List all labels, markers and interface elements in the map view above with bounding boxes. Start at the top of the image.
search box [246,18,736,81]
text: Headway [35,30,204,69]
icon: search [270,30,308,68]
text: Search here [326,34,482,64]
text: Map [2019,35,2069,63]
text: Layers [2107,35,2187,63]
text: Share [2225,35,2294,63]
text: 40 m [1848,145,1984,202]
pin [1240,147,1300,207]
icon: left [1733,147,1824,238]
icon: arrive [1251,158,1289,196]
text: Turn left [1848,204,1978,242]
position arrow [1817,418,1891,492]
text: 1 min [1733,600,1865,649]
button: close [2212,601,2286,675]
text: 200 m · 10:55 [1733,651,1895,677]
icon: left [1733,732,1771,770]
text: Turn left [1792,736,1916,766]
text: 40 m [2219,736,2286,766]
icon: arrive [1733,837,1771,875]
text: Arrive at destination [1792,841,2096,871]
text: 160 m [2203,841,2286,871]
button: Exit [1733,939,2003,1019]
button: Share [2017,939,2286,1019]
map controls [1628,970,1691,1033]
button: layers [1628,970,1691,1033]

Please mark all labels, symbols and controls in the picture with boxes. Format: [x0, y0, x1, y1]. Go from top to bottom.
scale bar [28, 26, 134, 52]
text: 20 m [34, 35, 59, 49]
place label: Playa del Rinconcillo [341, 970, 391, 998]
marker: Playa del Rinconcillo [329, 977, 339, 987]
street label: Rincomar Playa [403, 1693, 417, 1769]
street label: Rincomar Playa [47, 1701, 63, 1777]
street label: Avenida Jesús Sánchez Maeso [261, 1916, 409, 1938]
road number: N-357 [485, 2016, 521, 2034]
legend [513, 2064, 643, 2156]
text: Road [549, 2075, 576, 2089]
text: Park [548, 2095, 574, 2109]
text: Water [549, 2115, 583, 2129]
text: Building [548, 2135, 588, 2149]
◆ ◆ ◆ ◆ ◆ ◆ ◆
## [ACTION ITEM]
Return, word for word, the line containing "Please mark all" and all lines after it through the last line of the records, and nothing else.

## [SOLUTION TO THIS TASK]
Please mark all labels, symbols and controls in the picture with boxes. Format: [x0, y0, x1, y1]. Go from top to bottom.
scale bar [28, 26, 134, 52]
text: 20 m [34, 35, 59, 49]
place label: Playa del Rinconcillo [341, 970, 391, 998]
marker: Playa del Rinconcillo [329, 977, 339, 987]
street label: Rincomar Playa [403, 1693, 417, 1769]
street label: Rincomar Playa [47, 1701, 63, 1777]
street label: Avenida Jesús Sánchez Maeso [261, 1916, 409, 1938]
road number: N-357 [485, 2016, 521, 2034]
legend [513, 2064, 643, 2156]
text: Road [549, 2075, 576, 2089]
text: Park [548, 2095, 574, 2109]
text: Water [549, 2115, 583, 2129]
text: Building [548, 2135, 588, 2149]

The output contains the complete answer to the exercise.